Task to complete >> Scan the listing below and copy each line holding the word "Elevation".

Exercise data >>
##############################
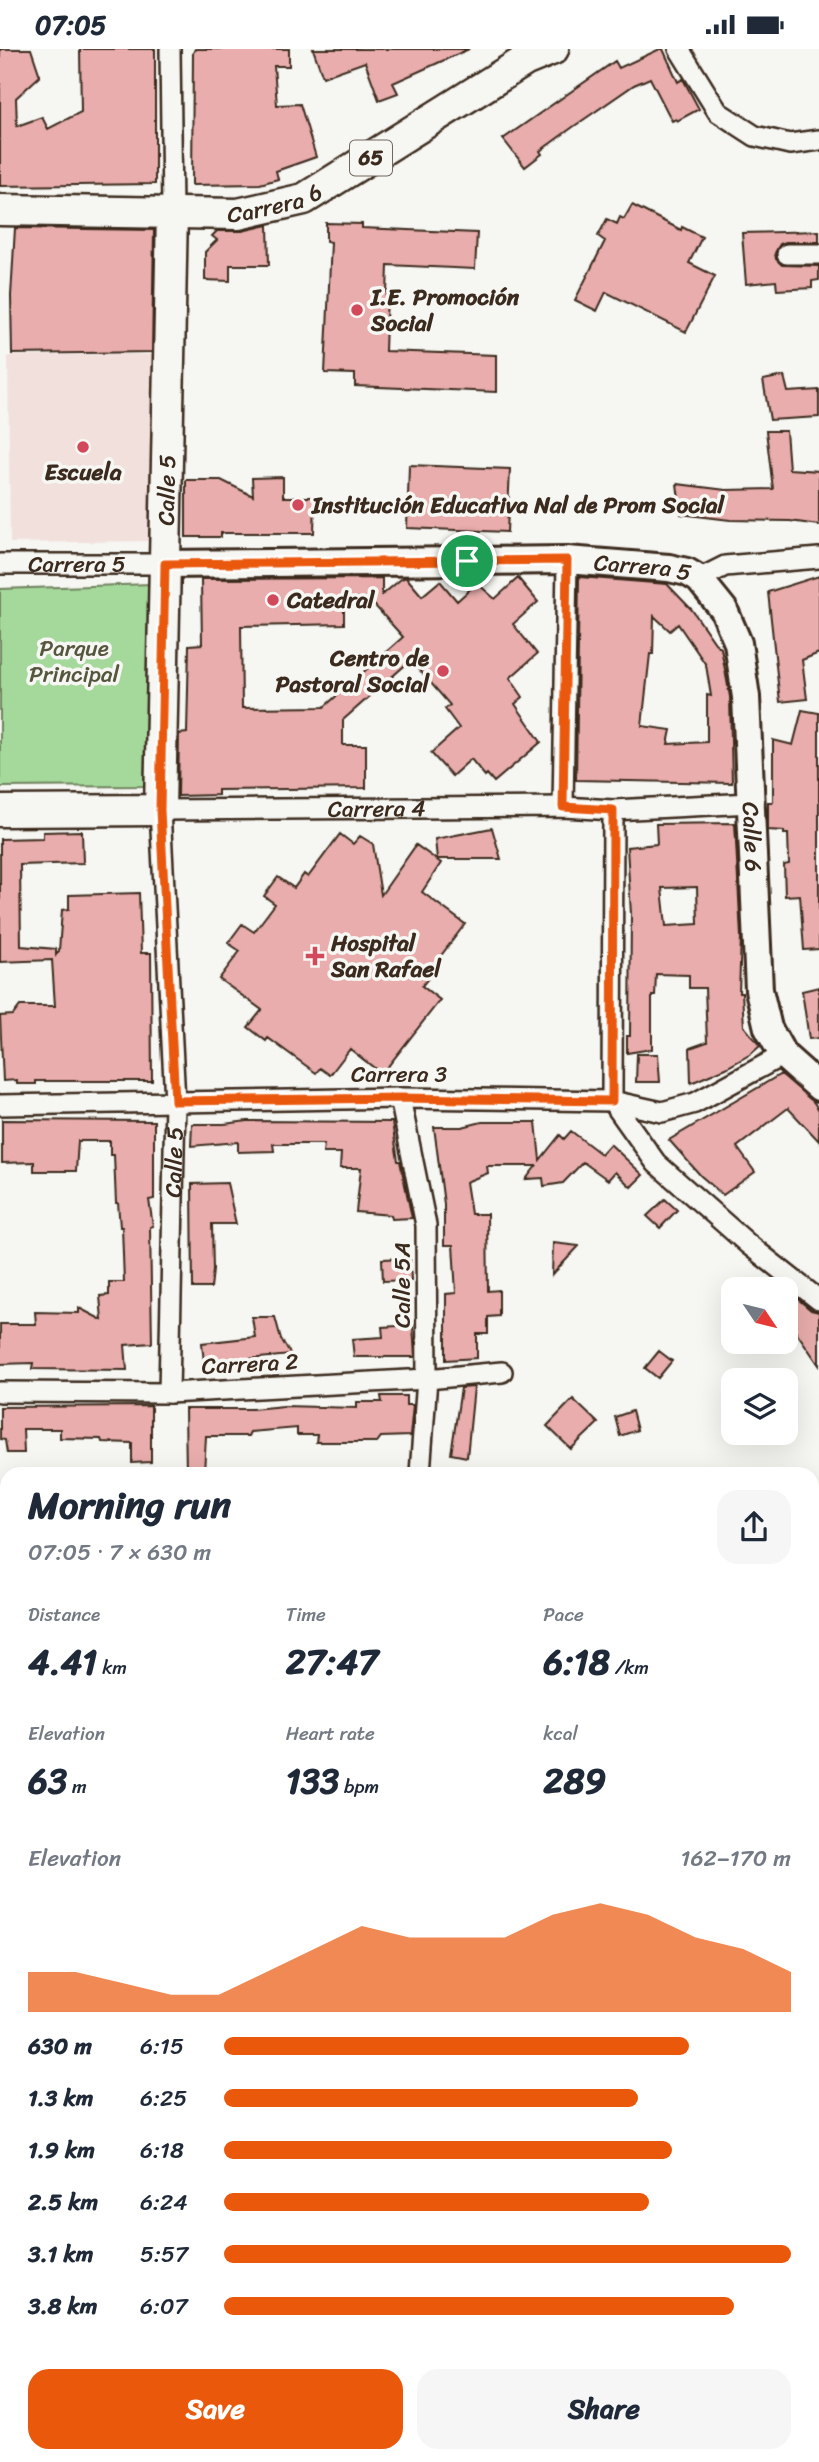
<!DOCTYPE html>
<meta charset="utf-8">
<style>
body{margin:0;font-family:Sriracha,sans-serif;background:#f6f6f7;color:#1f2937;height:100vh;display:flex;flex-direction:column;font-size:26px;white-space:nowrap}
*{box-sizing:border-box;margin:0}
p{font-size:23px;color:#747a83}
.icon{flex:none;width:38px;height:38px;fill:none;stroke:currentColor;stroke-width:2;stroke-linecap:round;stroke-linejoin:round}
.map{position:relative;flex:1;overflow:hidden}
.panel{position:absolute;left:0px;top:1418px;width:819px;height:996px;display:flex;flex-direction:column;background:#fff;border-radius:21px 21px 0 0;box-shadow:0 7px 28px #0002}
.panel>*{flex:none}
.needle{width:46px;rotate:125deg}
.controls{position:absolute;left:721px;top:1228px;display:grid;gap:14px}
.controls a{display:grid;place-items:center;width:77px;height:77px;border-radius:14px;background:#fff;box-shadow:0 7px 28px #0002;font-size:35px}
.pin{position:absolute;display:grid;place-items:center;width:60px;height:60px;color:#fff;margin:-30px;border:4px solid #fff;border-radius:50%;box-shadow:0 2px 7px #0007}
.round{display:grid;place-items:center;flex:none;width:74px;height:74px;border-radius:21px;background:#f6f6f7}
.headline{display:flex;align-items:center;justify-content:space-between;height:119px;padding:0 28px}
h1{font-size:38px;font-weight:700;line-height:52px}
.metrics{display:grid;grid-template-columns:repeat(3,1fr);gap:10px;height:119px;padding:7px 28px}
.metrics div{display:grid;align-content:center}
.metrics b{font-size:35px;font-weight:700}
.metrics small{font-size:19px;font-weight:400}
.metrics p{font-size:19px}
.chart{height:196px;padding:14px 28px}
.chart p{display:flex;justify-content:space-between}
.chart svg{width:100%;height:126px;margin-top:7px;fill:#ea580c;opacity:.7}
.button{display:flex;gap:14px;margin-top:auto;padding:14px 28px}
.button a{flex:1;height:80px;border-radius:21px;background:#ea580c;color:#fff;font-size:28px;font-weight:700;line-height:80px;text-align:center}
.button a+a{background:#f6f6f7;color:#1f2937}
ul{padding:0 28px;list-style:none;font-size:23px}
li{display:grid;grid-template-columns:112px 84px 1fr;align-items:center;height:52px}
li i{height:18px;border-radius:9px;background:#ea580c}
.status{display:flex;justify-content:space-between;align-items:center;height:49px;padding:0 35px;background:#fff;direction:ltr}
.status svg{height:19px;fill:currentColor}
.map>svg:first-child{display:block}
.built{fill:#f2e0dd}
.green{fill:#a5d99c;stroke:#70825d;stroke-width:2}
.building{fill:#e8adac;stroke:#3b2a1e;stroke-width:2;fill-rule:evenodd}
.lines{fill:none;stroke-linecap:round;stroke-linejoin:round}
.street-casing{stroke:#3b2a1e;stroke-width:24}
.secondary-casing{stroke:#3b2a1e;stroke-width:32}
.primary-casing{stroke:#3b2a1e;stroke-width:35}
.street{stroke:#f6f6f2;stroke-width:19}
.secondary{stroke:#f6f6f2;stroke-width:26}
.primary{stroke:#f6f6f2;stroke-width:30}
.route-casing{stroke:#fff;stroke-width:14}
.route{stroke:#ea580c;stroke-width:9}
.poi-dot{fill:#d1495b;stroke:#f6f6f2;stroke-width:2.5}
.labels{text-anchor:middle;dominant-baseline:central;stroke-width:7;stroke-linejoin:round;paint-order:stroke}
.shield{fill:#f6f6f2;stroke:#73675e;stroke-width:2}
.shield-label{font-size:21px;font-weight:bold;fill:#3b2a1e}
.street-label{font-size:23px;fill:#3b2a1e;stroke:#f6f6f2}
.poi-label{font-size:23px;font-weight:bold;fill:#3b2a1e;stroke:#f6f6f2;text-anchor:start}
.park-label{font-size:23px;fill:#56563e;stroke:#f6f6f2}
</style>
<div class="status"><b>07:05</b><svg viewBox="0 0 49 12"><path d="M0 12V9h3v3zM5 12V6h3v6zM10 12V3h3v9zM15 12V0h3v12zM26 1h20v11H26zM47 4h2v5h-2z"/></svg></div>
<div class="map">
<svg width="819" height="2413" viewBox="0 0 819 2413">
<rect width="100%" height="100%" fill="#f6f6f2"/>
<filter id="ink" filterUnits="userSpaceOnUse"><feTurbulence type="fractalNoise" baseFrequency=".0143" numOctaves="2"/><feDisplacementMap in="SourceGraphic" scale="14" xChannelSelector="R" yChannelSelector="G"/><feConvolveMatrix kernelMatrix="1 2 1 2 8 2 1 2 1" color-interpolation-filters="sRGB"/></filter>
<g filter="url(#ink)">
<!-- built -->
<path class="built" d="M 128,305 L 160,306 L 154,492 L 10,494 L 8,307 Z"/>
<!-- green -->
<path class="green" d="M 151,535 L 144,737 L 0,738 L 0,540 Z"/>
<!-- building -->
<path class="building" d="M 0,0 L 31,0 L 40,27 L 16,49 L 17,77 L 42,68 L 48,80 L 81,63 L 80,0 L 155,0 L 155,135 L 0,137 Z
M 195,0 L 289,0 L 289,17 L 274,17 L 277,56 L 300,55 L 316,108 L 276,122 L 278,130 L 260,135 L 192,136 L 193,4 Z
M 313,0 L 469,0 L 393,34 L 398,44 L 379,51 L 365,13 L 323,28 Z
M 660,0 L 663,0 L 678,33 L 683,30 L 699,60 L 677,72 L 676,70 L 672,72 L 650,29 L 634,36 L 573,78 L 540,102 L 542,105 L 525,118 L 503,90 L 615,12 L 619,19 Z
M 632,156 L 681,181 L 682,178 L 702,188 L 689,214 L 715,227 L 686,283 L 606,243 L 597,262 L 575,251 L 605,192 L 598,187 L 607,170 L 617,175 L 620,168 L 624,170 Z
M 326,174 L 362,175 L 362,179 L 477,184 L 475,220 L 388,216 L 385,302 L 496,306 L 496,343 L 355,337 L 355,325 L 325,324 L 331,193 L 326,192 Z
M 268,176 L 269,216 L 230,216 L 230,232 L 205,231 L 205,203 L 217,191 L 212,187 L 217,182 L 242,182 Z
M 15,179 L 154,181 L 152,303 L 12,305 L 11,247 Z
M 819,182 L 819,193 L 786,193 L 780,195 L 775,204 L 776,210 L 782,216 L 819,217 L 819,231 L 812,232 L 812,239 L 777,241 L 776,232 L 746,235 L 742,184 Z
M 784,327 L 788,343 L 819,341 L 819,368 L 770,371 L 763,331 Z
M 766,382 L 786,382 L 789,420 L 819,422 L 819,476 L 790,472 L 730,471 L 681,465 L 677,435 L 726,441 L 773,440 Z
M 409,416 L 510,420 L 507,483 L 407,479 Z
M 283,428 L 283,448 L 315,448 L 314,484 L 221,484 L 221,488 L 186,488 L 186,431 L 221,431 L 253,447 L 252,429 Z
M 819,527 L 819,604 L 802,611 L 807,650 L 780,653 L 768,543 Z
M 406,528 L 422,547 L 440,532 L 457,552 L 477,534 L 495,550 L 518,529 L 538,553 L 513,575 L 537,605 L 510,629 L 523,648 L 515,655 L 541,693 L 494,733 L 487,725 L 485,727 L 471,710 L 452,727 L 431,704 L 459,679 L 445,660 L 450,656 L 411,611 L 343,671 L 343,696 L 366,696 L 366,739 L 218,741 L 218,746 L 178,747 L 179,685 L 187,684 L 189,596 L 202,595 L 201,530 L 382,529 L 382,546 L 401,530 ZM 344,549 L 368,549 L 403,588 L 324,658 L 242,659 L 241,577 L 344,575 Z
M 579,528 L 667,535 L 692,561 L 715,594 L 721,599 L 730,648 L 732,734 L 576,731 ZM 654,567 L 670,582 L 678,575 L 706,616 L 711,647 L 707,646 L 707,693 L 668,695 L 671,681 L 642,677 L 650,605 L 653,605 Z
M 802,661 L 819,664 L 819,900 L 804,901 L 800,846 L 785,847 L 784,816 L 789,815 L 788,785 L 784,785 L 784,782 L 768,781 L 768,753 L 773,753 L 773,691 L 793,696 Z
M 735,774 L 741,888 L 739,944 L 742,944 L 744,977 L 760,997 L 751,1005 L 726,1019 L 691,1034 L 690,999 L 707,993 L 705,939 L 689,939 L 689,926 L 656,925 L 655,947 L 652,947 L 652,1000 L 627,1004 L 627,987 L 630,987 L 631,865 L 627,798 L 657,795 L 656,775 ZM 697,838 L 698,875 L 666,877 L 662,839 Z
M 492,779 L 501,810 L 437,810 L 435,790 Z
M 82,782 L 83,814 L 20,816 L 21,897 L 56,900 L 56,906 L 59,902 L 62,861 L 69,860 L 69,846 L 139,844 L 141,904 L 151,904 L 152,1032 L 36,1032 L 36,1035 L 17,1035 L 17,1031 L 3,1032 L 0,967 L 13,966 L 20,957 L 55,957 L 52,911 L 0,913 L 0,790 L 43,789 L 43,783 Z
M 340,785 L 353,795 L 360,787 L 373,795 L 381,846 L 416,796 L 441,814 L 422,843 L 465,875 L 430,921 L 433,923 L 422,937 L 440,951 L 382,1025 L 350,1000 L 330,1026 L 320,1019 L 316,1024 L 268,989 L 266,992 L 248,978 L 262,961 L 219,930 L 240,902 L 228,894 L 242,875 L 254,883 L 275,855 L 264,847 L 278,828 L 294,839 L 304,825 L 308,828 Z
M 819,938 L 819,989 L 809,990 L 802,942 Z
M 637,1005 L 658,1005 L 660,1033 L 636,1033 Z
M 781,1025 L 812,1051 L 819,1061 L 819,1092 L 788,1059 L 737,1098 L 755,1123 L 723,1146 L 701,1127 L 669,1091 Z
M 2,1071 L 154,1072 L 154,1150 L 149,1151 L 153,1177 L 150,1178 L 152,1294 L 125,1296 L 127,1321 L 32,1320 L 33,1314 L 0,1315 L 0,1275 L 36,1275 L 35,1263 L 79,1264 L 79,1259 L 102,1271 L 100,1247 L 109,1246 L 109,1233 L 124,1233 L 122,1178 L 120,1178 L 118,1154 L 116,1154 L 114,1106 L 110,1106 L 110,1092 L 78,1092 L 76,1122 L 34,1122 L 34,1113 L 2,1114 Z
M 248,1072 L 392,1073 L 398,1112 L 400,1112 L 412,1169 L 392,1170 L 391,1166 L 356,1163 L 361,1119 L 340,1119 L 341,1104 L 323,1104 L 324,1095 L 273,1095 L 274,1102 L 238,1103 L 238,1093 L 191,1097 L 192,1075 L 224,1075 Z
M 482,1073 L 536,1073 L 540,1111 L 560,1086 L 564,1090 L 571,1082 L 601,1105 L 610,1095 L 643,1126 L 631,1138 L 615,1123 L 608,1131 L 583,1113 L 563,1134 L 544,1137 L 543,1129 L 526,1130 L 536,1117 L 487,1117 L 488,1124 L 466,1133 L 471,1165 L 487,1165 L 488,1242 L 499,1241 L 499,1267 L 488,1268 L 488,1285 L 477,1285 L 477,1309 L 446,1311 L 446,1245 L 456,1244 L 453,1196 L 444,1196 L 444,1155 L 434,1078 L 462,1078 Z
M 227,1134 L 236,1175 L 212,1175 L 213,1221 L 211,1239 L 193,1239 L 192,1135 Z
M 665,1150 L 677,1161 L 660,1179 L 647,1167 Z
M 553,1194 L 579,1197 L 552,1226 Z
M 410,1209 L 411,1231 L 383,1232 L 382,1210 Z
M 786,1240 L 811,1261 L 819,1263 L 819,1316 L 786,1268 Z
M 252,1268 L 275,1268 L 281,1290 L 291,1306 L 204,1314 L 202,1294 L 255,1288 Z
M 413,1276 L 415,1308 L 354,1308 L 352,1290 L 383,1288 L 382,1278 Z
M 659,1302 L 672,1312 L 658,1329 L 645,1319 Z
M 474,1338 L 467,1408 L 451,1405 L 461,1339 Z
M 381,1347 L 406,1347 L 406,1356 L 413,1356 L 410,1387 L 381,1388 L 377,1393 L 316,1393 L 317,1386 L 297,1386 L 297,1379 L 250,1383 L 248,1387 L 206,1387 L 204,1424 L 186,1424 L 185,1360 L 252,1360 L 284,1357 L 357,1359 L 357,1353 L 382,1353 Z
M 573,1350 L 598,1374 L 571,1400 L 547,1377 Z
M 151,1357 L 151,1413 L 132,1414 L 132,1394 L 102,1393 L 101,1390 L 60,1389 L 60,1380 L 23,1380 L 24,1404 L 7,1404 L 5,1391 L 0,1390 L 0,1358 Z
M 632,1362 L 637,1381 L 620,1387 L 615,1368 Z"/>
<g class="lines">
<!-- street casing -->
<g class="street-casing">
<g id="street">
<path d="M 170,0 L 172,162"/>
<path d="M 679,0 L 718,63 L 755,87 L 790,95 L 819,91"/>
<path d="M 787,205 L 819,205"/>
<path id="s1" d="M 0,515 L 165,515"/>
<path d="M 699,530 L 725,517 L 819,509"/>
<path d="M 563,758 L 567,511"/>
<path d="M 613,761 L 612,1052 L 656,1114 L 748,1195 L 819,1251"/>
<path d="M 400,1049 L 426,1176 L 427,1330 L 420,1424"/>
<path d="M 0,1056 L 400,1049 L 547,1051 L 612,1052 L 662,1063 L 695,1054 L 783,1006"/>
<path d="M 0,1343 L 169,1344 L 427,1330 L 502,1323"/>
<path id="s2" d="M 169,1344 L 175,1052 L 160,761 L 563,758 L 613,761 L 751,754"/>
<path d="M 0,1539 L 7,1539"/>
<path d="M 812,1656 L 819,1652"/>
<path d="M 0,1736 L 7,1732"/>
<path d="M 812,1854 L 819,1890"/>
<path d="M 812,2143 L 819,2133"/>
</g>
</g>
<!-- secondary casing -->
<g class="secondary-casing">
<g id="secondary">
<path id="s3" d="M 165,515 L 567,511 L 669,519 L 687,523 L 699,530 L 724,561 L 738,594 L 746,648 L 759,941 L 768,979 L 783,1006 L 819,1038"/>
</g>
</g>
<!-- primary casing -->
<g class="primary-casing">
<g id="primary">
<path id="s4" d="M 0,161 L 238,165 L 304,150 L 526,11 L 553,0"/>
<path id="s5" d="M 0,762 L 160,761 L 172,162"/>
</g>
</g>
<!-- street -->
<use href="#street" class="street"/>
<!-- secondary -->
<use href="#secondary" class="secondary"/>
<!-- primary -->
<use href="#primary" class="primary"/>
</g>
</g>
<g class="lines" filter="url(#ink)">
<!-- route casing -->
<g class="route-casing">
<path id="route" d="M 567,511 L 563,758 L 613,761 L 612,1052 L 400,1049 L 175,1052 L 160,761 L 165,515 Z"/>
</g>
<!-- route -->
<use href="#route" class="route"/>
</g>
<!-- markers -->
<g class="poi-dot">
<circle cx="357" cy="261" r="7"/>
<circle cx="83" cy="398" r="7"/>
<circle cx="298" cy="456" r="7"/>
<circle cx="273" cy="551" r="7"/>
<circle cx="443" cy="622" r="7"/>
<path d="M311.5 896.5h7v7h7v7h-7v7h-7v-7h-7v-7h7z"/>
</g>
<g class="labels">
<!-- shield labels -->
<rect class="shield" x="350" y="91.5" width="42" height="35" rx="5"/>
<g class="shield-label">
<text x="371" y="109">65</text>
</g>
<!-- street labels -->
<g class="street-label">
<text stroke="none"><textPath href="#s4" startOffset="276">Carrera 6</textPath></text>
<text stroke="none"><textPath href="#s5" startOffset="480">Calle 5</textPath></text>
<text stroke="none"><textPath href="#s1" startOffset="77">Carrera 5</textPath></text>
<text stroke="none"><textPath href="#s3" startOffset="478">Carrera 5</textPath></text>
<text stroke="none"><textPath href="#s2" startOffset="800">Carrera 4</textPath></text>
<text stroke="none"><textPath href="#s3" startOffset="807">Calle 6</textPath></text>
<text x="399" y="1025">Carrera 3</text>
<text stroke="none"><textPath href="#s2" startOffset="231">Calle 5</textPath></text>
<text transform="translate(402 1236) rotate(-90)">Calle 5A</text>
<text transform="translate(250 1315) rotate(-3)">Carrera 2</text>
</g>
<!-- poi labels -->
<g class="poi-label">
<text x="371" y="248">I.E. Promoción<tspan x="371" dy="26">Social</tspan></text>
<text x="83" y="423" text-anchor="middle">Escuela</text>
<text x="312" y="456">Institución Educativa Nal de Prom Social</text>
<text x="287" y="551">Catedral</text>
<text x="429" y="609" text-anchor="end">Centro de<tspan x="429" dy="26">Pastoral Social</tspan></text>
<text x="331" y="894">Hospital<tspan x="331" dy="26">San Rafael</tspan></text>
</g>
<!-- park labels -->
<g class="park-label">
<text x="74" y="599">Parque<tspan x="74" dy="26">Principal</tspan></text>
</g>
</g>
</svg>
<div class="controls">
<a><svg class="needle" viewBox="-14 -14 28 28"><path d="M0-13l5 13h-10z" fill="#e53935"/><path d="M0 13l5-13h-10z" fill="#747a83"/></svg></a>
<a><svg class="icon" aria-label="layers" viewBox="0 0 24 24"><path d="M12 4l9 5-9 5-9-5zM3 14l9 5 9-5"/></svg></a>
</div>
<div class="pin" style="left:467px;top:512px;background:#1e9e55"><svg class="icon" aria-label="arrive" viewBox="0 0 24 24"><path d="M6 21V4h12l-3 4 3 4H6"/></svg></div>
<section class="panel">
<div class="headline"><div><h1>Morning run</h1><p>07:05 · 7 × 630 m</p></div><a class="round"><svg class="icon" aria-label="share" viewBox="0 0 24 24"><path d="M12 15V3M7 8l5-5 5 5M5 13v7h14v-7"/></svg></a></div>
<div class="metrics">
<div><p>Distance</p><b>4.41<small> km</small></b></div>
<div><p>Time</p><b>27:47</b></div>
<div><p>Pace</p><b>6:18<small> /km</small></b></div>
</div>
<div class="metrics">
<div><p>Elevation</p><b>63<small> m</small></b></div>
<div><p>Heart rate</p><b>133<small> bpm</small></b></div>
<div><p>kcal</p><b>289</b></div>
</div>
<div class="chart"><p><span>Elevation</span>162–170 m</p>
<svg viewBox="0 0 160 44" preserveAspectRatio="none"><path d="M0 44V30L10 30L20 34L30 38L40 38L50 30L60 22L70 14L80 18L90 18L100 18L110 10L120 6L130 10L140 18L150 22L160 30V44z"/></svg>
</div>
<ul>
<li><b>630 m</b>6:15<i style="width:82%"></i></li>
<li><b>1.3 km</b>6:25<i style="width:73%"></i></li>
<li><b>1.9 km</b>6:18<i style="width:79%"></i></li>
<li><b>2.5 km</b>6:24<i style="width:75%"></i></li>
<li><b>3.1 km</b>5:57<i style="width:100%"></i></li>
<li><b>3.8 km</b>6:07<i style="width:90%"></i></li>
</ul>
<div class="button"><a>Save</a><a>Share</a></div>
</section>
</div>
##############################
Result for this exercise >>
<div><p>Elevation</p><b>63<small> m</small></b></div>
<div class="chart"><p><span>Elevation</span>162–170 m</p>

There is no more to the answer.